Befehl nicht verstanden: Computer lernen hören

Computer haben klare Stärken. Sehen, Hören und Fühlen zählen bislang definitiv nicht dazu. Was das Gehirn scheinbar so mühelos bewältigt, stellt Computer vor unlösbare Aufgaben.

“Das Gehirn sucht permanent nach zeitlicher Struktur in der Umwelt, aus der es ableiten kann, was als nächstes passieren könnte”, erklärt der Wissenschaftler. Auf diese Weise kann das Gehirn etwa, basierend auf den sich langsam verändernden Informationen, die nächsten Laute häufig bereits erahnen. So wird, wenn sich das Gesprächsthema um den heißen Sommer dreht, der Wortbeginn “So…” eher in “Sonne” als “Sofa” enden.

Um ihre Annahmen auf die Probe zu stellen, entwarfen die Forscher ein mathematisches Modell, das die neuronalen Abläufe bei der Sprachverarbeitung stark vereinfacht nachahmt. Neuronale Strukturen wurden dabei mit Algorithmen nachgebildet, die akustische Reize auf verschiedenen zeitlichen Ebenen verarbeiten sollten. Tatsächlich gelang es so, ein System zu entwerfen, das Sprache verarbeiten und einzelne Sprachlaute und Silben erkennen kann. Anders als bisherige Spracherkennungssysteme war es zudem in der Lage, auch schneller abgespielte Sprache zu verstehen. Das System besaß zudem die Fähigkeit des Gehirns, die nächsten Laute “vorherzusagen”: Erwies sich eine Vorhersage dabei als falsch, weil die Forscher aus den bekannten Lauten eine unbekannte Silbe kombinierten, war das Modell fähig, den Fehler zu bemerken.

Die “Sprache”, mit der das Modell getestet wurde, war vereinfacht – sie bestand aus den vier Vokalen a, e, i und o, die sich jeweils zu “Silben” aus vier Lauten zusammensetzten. “Zunächst ging es nur darum zu prüfen, ob die prinzipielle Annahme stimmt”, erklärt Kiebel. Mit mehr Zeit und Mühe könne man aber auch die schwieriger voneinander abzugrenzenden Konsonanten einbeziehen und neben Lauten und Silben weitere Hierarchie-Ebenen für Wörter und Sätze einbauen. So ließe sich das Modell im Prinzip auch auf natürliche Sprachen übertragen.

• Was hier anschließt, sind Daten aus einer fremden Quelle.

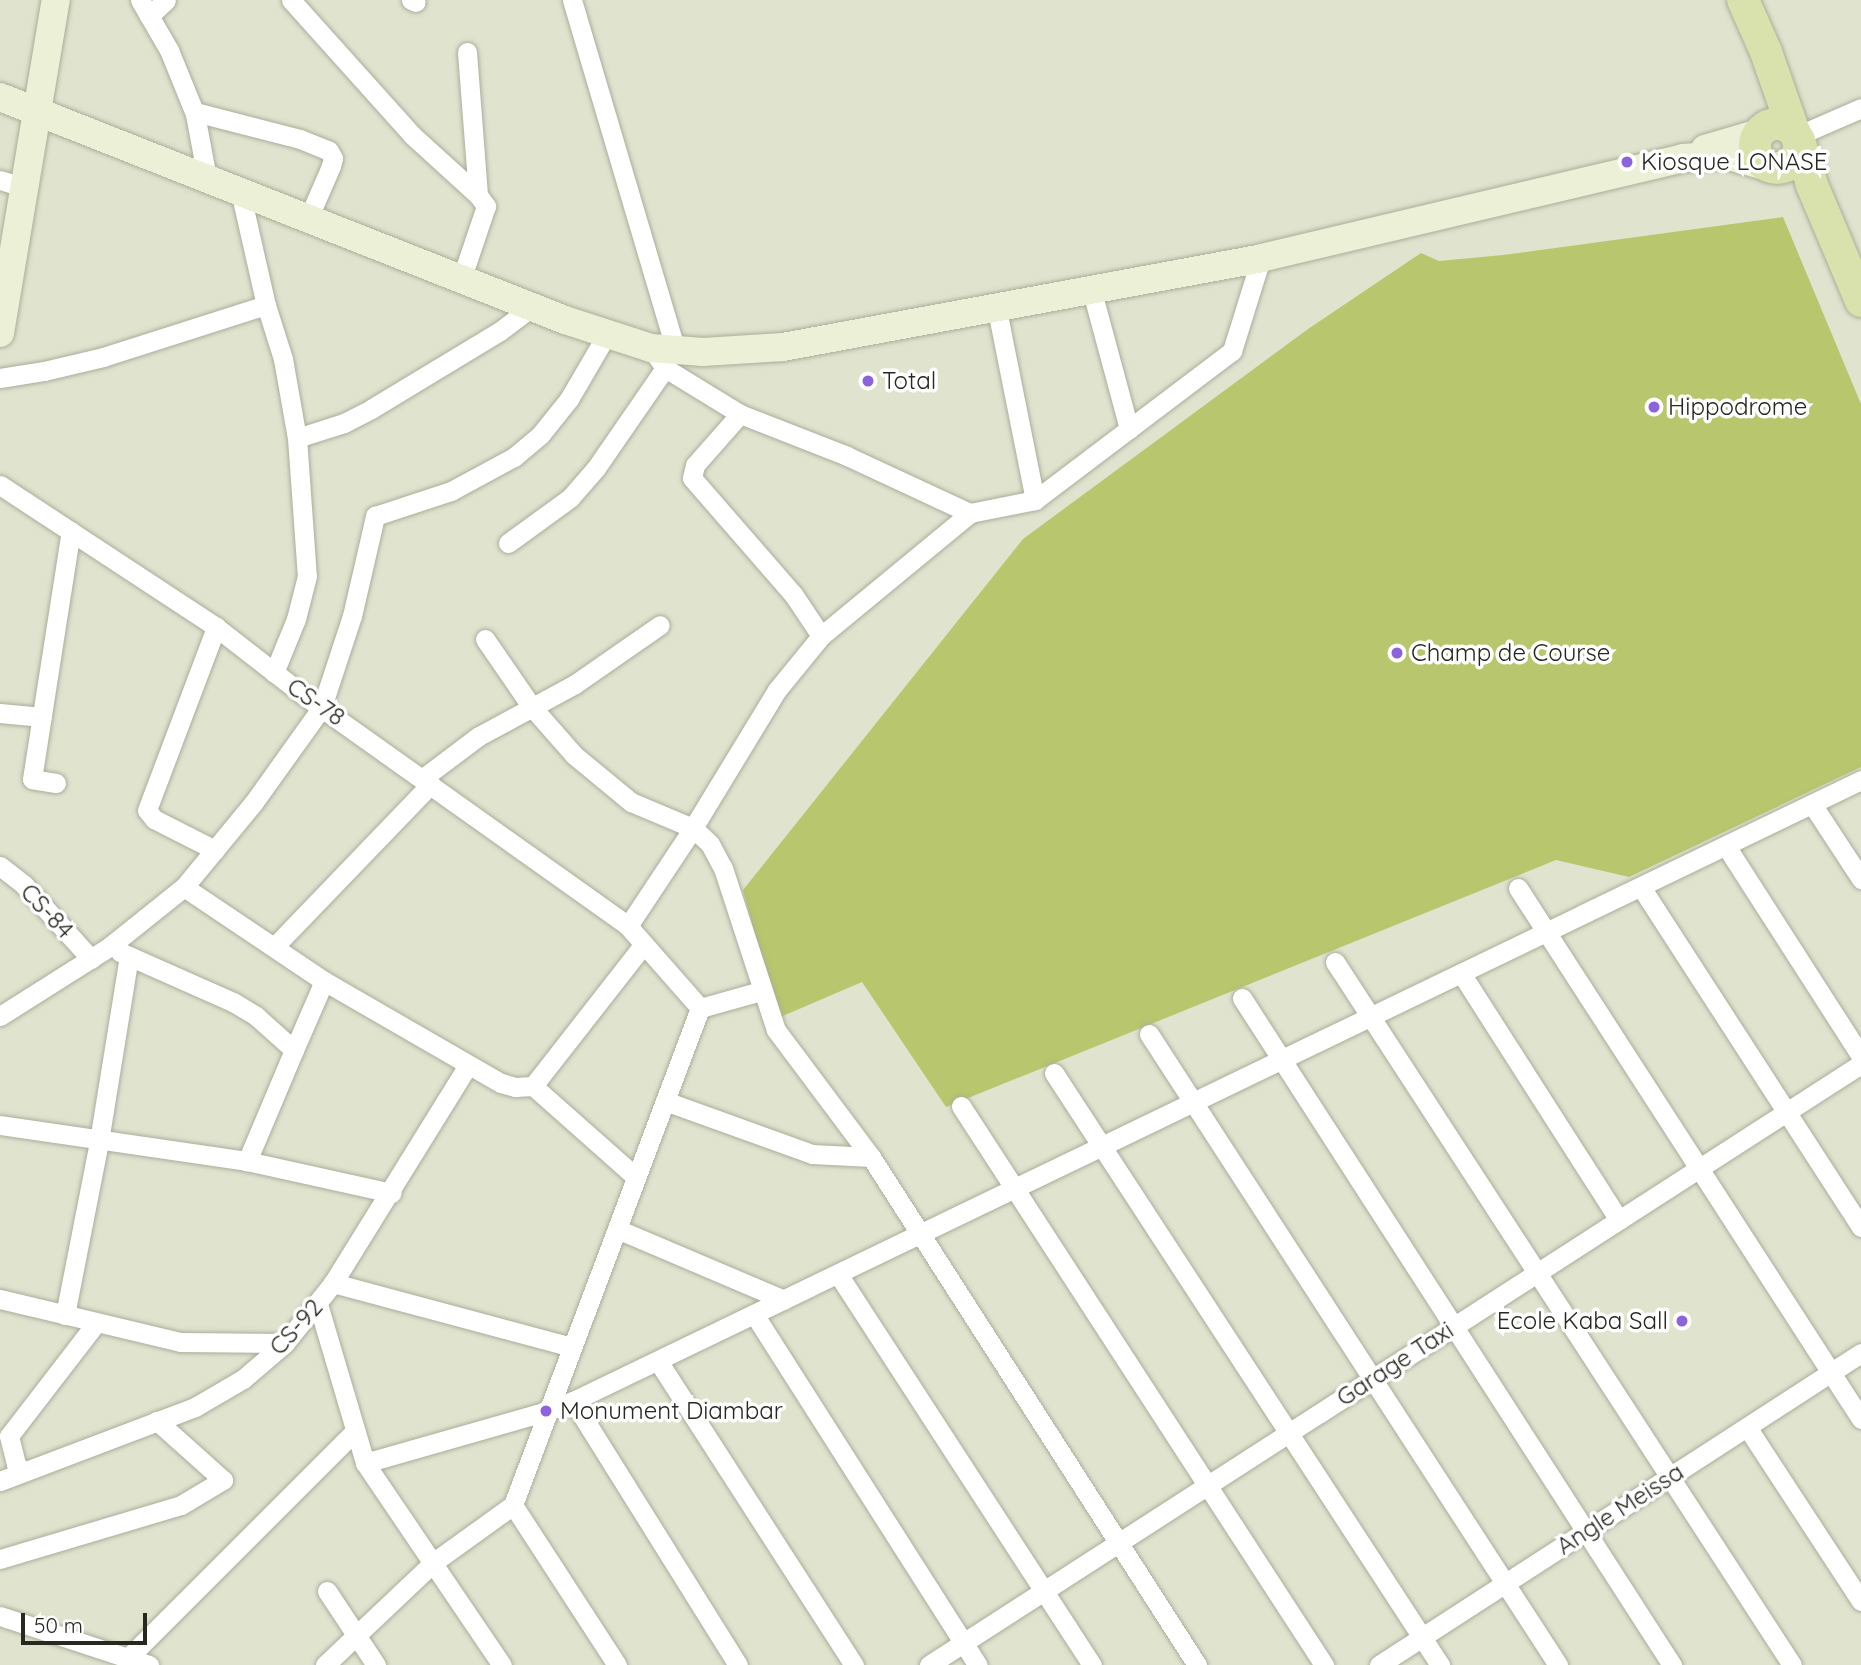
<!DOCTYPE html>
<style>
body{margin:0}
#map{position:relative;width:1861px;height:1665px;overflow:hidden;background:#e0e4cf;font-family:Quicksand,sans-serif}
div>[style]{position:absolute}
.green>*{inset:0;background:#b8c66d}
.roads{filter:drop-shadow(0 0 2px #aaae9a) drop-shadow(0 0 2px #aaae9a)}
.street>*{height:19px;margin:-9.5px;padding:0 9.5px;transform-origin:9.5px;border-radius:9.5px;background:#fff}
.secondary>*{height:28px;margin:-14px;padding:0 14px;transform-origin:14px;border-radius:14px;background:#ecf0d6}
.primary>*{height:32px;margin:-16px;padding:0 16px;transform-origin:16px;border-radius:16px;background:#d9e1ac}
.primary>.ring{margin:-16px;padding:0;box-sizing:content-box;background:none;border:32px solid #d9e1ac;border-radius:50%}
.dots>*{width:19px;height:19px;translate:-50% -50%;box-sizing:border-box;border:4px solid #fff;border-radius:50%}
span{translate:-50% -50%;white-space:nowrap;text-align:center;line-height:1.15;-webkit-text-stroke:7px #fff;paint-order:stroke}
.poi-label{font-size:24px;color:#272820}
.left{translate:0 -50%;text-align:left}
.right{translate:-100% -50%;text-align:right}
.street-label{font-size:24px;color:#272820}
.scale{position:absolute;left:21px;top:1613px;width:126px;height:32px;box-sizing:border-box;border:4px solid #272820;border-top:0;padding-left:9px;font-size:21px;line-height:24px;white-space:nowrap;color:#272820;-webkit-text-stroke:5px #fff;paint-order:stroke}
</style>
<div id="map">
<div class="green">
<div style="clip-path:polygon(1783px 217px,1861px 404px,1861px 767px,1629px 877px,1556px 860px,946px 1107px,862px 982px,778px 1018px,743px 890px,1023px 539px,1308px 329px,1421px 253px,1439px 261px,1503px 255px)"></div>
</div>
<div class="roads">
<div class="street">
<div style="left:140px;top:0;width:58px;rotate:59.9deg"></div>
<div style="left:169px;top:50px;width:69px;rotate:67.9deg"></div>
<div style="left:195px;top:114px;width:65px;rotate:79.4deg"></div>
<div style="left:291px;top:0;width:181px;rotate:48.1deg"></div>
<div style="left:412px;top:135px;width:89px;rotate:42.3deg"></div>
<div style="left:478px;top:195px;width:14px;rotate:54deg"></div>
<div style="left:486px;top:206px;width:78px;rotate:108.7deg"></div>
<div style="left:411px;top:0;width:5px;rotate:22deg"></div>
<div style="left:572px;top:0;width:366px;rotate:73.5deg"></div>
<div style="left:149px;top:16px;width:23px;rotate:-43deg"></div>
<div style="left:467px;top:52px;width:143px;rotate:85.6deg"></div>
<div style="left:195px;top:112px;width:108px;rotate:14.4deg"></div>
<div style="left:300px;top:139px;width:31px;rotate:22deg"></div>
<div style="left:329px;top:151px;width:8px;rotate:60deg"></div>
<div style="left:333px;top:158px;width:8px;rotate:104deg"></div>
<div style="left:331px;top:166px;width:58px;rotate:113.5deg"></div>
<div style="left:1797px;top:136px;width:70px;rotate:-23.6deg"></div>
<div style="left:0;top:180px;width:27px;rotate:17deg"></div>
<div style="left:240px;top:191px;width:117px;rotate:77.2deg"></div>
<div style="left:266px;top:305px;width:57px;rotate:72.5deg"></div>
<div style="left:283px;top:359px;width:80px;rotate:80deg"></div>
<div style="left:297px;top:438px;width:138px;rotate:85.9deg"></div>
<div style="left:307px;top:576px;width:44px;rotate:104.3deg"></div>
<div style="left:296px;top:619px;width:58px;rotate:112.2deg"></div>
<div style="left:1091px;top:288px;width:146px;rotate:74.9deg"></div>
<div style="left:996px;top:305px;width:199px;rotate:78.7deg"></div>
<div style="left:651px;top:348px;width:24px;rotate:55deg"></div>
<div style="left:665px;top:368px;width:88px;rotate:31.5deg"></div>
<div style="left:740px;top:414px;width:115px;rotate:21.4deg"></div>
<div style="left:847px;top:456px;width:136px;rotate:24.9deg"></div>
<div style="left:0;top:378px;width:45px;rotate:-9deg"></div>
<div style="left:44px;top:371px;width:61px;rotate:-13.3deg"></div>
<div style="left:103px;top:357px;width:171px;rotate:-17.7deg"></div>
<div style="left:740px;top:414px;width:68px;rotate:131.4deg"></div>
<div style="left:695px;top:465px;width:13px;rotate:103deg"></div>
<div style="left:692px;top:478px;width:154px;rotate:49deg"></div>
<div style="left:793px;top:594px;width:50px;rotate:56.3deg"></div>
<div style="left:297px;top:438px;width:49px;rotate:-17.7deg"></div>
<div style="left:344px;top:423px;width:30px;rotate:-27deg"></div>
<div style="left:371px;top:409px;width:151px;rotate:-31.2deg"></div>
<div style="left:500px;top:331px;width:40px;rotate:-37deg"></div>
<div style="left:0;top:485px;width:258px;rotate:33.3deg"></div>
<div style="left:216px;top:627px;width:109px;rotate:37.9deg"></div>
<div style="left:302px;top:694px;width:400px;rotate:35.4deg"></div>
<div style="left:628px;top:926px;width:109px;rotate:48.7deg"></div>
<div style="left:508px;top:543px;width:77px;rotate:-36deg"></div>
<div style="left:570px;top:498px;width:40px;rotate:-49deg"></div>
<div style="left:596px;top:468px;width:121px;rotate:-55.4deg"></div>
<div style="left:485px;top:639px;width:81px;rotate:55.5deg"></div>
<div style="left:531px;top:706px;width:65px;rotate:48.7deg"></div>
<div style="left:574px;top:755px;width:74px;rotate:39.5deg"></div>
<div style="left:631px;top:802px;width:67px;rotate:22.8deg"></div>
<div style="left:693px;top:828px;width:23px;rotate:43deg"></div>
<div style="left:710px;top:844px;width:27px;rotate:62deg"></div>
<div style="left:723px;top:868px;width:170px;rotate:71.9deg"></div>
<div style="left:776px;top:1030px;width:159px;rotate:53.2deg"></div>
<div style="left:871px;top:1157px;width:604px;rotate:57.31deg"></div>
<div style="left:0;top:713px;width:42px;rotate:5.4deg"></div>
<div style="left:423px;top:778px;width:70px;rotate:-36.9deg"></div>
<div style="left:479px;top:736px;width:109px;rotate:-28.4deg"></div>
<div style="left:575px;top:684px;width:103px;rotate:-34.8deg"></div>
<div style="left:56px;top:783px;width:24px;rotate:-171deg"></div>
<div style="left:32px;top:779px;width:251px;rotate:-81.1deg"></div>
<div style="left:1812px;top:804px;width:90px;rotate:56.8deg"></div>
<div style="left:1726px;top:846px;width:250px;rotate:57.3deg"></div>
<div style="left:215px;top:850px;width:68px;rotate:-153.1deg"></div>
<div style="left:154px;top:819px;width:11px;rotate:-128deg"></div>
<div style="left:147px;top:810px;width:196px;rotate:-69.3deg"></div>
<div style="left:0;top:866px;width:31px;rotate:38deg"></div>
<div style="left:24px;top:885px;width:100px;rotate:47.8deg"></div>
<div style="left:184px;top:887px;width:169px;rotate:33.9deg"></div>
<div style="left:324px;top:981px;width:204px;rotate:30deg"></div>
<div style="left:501px;top:1083px;width:15px;rotate:16deg"></div>
<div style="left:515px;top:1087px;width:18px;rotate:-3deg"></div>
<div style="left:533px;top:1086px;width:180px;rotate:-52deg"></div>
<div style="left:1641px;top:887px;width:405px;rotate:57.1deg"></div>
<div style="left:1518px;top:888px;width:632px;rotate:57.14deg"></div>
<div style="left:628px;top:926px;width:118px;rotate:-56.4deg"></div>
<div style="left:693px;top:828px;width:162px;rotate:-58.7deg"></div>
<div style="left:777px;top:690px;width:70px;rotate:-50.8deg"></div>
<div style="left:821px;top:636px;width:193px;rotate:-39.5deg"></div>
<div style="left:970px;top:513px;width:66px;rotate:-11.3deg"></div>
<div style="left:1035px;top:500px;width:247px;rotate:-37.1deg"></div>
<div style="left:1232px;top:351px;width:97px;rotate:-72.7deg"></div>
<div style="left:274px;top:947px;width:226px;rotate:-46.1deg"></div>
<div style="left:120px;top:952px;width:124px;rotate:23.9deg"></div>
<div style="left:233px;top:1002px;width:27px;rotate:31deg"></div>
<div style="left:256px;top:1016px;width:51px;rotate:41.8deg"></div>
<div style="left:294px;top:1050px;width:121px;rotate:112.9deg"></div>
<div style="left:1335px;top:962px;width:838px;rotate:56.97deg"></div>
<div style="left:1461px;top:973px;width:293px;rotate:57.4deg"></div>
<div style="left:1242px;top:998px;width:794px;rotate:57.19deg"></div>
<div style="left:700px;top:1008px;width:63px;rotate:-15.6deg"></div>
<div style="left:0;top:1016px;width:129px;rotate:-32.3deg"></div>
<div style="left:109px;top:947px;width:96px;rotate:-38.7deg"></div>
<div style="left:184px;top:887px;width:110px;rotate:-50.5deg"></div>
<div style="left:254px;top:802px;width:117px;rotate:-54.4deg"></div>
<div style="left:322px;top:707px;width:96px;rotate:-71.8deg"></div>
<div style="left:352px;top:616px;width:103px;rotate:-77deg"></div>
<div style="left:375px;top:516px;width:80px;rotate:-18.2deg"></div>
<div style="left:451px;top:491px;width:72px;rotate:-28.4deg"></div>
<div style="left:514px;top:457px;width:35px;rotate:-40deg"></div>
<div style="left:541px;top:434px;width:45px;rotate:-51.3deg"></div>
<div style="left:569px;top:399px;width:75px;rotate:-59.7deg"></div>
<div style="left:1149px;top:1034px;width:752px;rotate:57.05deg"></div>
<div style="left:294px;top:1050px;width:75px;rotate:-66.5deg"></div>
<div style="left:1054px;top:1073px;width:707px;rotate:56.89deg"></div>
<div style="left:533px;top:1086px;width:137px;rotate:41.5deg"></div>
<div style="left:665px;top:1101px;width:156px;rotate:19.8deg"></div>
<div style="left:812px;top:1154px;width:59px;rotate:2.9deg"></div>
<div style="left:961px;top:1106px;width:667px;rotate:57deg"></div>
<div style="left:0;top:1125px;width:250px;rotate:8.3deg"></div>
<div style="left:247px;top:1161px;width:148px;rotate:12.5deg"></div>
<div style="left:617px;top:1229px;width:181px;rotate:23deg"></div>
<div style="left:838px;top:1274px;width:466px;rotate:57deg"></div>
<div style="left:333px;top:1283px;width:247px;rotate:15deg"></div>
<div style="left:0;top:1299px;width:185px;rotate:13.4deg"></div>
<div style="left:180px;top:1342px;width:105px;rotate:0.5deg"></div>
<div style="left:318px;top:1304px;width:166px;rotate:73.5deg"></div>
<div style="left:365px;top:1463px;width:244px;rotate:55.9deg"></div>
<div style="left:754px;top:1314px;width:416px;rotate:57.5deg"></div>
<div style="left:65px;top:1315px;width:177px;rotate:-78.9deg"></div>
<div style="left:99px;top:1141px;width:187px;rotate:-80.8deg"></div>
<div style="left:658px;top:1361px;width:362px;rotate:57.2deg"></div>
<div style="left:573px;top:1401px;width:311px;rotate:58deg"></div>
<div style="left:1747px;top:1427px;width:208px;rotate:56.8deg"></div>
<div style="left:365px;top:1463px;width:190px;rotate:-15.9deg"></div>
<div style="left:548px;top:1411px;width:27px;rotate:-22deg"></div>
<div style="left:573px;top:1401px;width:1430px;rotate:-25.74deg"></div>
<div style="left:22px;top:1471px;width:9px;rotate:-131deg"></div>
<div style="left:16px;top:1464px;width:29px;rotate:-104deg"></div>
<div style="left:9px;top:1436px;width:143px;rotate:-52.4deg"></div>
<div style="left:0;top:1481px;width:209px;rotate:-20.8deg"></div>
<div style="left:195px;top:1407px;width:56px;rotate:-30.3deg"></div>
<div style="left:243px;top:1379px;width:55px;rotate:-40.6deg"></div>
<div style="left:285px;top:1343px;width:77px;rotate:-51.3deg"></div>
<div style="left:333px;top:1283px;width:256px;rotate:-58.2deg"></div>
<div style="left:513px;top:1505px;width:191px;rotate:57deg"></div>
<div style="left:0;top:1559px;width:189px;rotate:-16.6deg"></div>
<div style="left:181px;top:1505px;width:49px;rotate:-30.8deg"></div>
<div style="left:223px;top:1480px;width:89px;rotate:-138.2deg"></div>
<div style="left:327px;top:1591px;width:89px;rotate:56.5deg"></div>
<div style="left:0;top:1616px;width:157px;rotate:18.2deg"></div>
<div style="left:129px;top:1657px;width:320px;rotate:-45deg"></div>
<div style="left:325px;top:1665px;width:150px;rotate:-43.4deg"></div>
<div style="left:434px;top:1562px;width:97px;rotate:-35.8deg"></div>
<div style="left:513px;top:1505px;width:531px;rotate:-69.38deg"></div>
<div style="left:929px;top:1665px;width:1109px;rotate:-32.82deg"></div>
<div style="left:1379px;top:1665px;width:574px;rotate:-32.92deg"></div>
</div>
<div class="secondary">
<div style="left:0;top:97px;width:607px;rotate:21.54deg"></div>
<div style="left:565px;top:320px;width:90px;rotate:18deg"></div>
<div style="left:651px;top:348px;width:52px;rotate:4.4deg"></div>
<div style="left:703px;top:352px;width:80px;rotate:-3.6deg"></div>
<div style="left:783px;top:347px;width:486px;rotate:-10.5deg"></div>
<div style="left:1261px;top:258px;width:434px;rotate:-13.3deg"></div>
<div style="left:1683px;top:158px;width:42px;rotate:-4.1deg"></div>
<div style="left:1725px;top:155px;width:46px;rotate:15.3deg"></div>
<div style="left:1705px;top:149px;width:56px;rotate:-16.5deg"></div>
<div style="left:0;top:333px;width:338px;rotate:-80.5deg"></div>
</div>
<div class="primary">
<div style="left:1743px;top:0;width:57px;rotate:66.1deg"></div>
<div style="left:1766px;top:52px;width:85px;rotate:70.7deg"></div>
<div class="ring" style="left:1755px;top:124px;width:12px;height:12px"></div>
<div style="left:1799px;top:140px;width:47px;rotate:73.9deg"></div>
<div style="left:1812px;top:185px;width:126px;rotate:67.1deg"></div>
</div>
</div>
<div class="dots">
<div style="left:1627px;top:162px;background:#8c62dd"></div>
<div style="left:868px;top:381px;background:#8c62dd"></div>
<div style="left:1654px;top:407px;background:#8c62dd"></div>
<div style="left:1397px;top:653px;background:#8c62dd"></div>
<div style="left:1682px;top:1321px;background:#8c62dd"></div>
<div style="left:546px;top:1411px;background:#8c62dd"></div>
</div>
<div class="poi-label">
<span class="left" style="left:1641px;top:162px">Kiosque LONASE</span>
<span class="left" style="left:882px;top:381px">Total</span>
<span class="left" style="left:1668px;top:407px">Hippodrome</span>
<span class="left" style="left:1411px;top:653px">Champ de Course</span>
<span class="right" style="left:1668px;top:1321px">Ecole Kaba Sall</span>
<span class="left" style="left:560px;top:1411px">Monument Diambar</span>
</div>
<div class="street-label">
<span style="left:316px;top:702px;rotate:35deg">CS-78</span>
<span style="left:47px;top:911px;rotate:47deg">CS-84</span>
<span style="left:296px;top:1327px;rotate:-48deg">CS-92</span>
<span style="left:1395px;top:1364px;rotate:-33deg">Garage Taxi</span>
<span style="left:1620px;top:1509px;rotate:-33deg">Angle Meissa</span>
</div>
<div class="scale">50 m</div>
</div>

“Interessant für die Neurowissenschaften ist, dass die Reaktionen des Modells dem ähnelten, was mit einem echten menschlichen Gehirn zu beobachten wäre”, sagt Stefan Kiebel. Dies deutet darauf hin, dass das Modell der Forscher den tatsächlichen Abläufen im Gehirn entspricht. Zugleich liefert das Modell neue Ansätze für die Weiterentwicklung von maschineller Spracherkennung.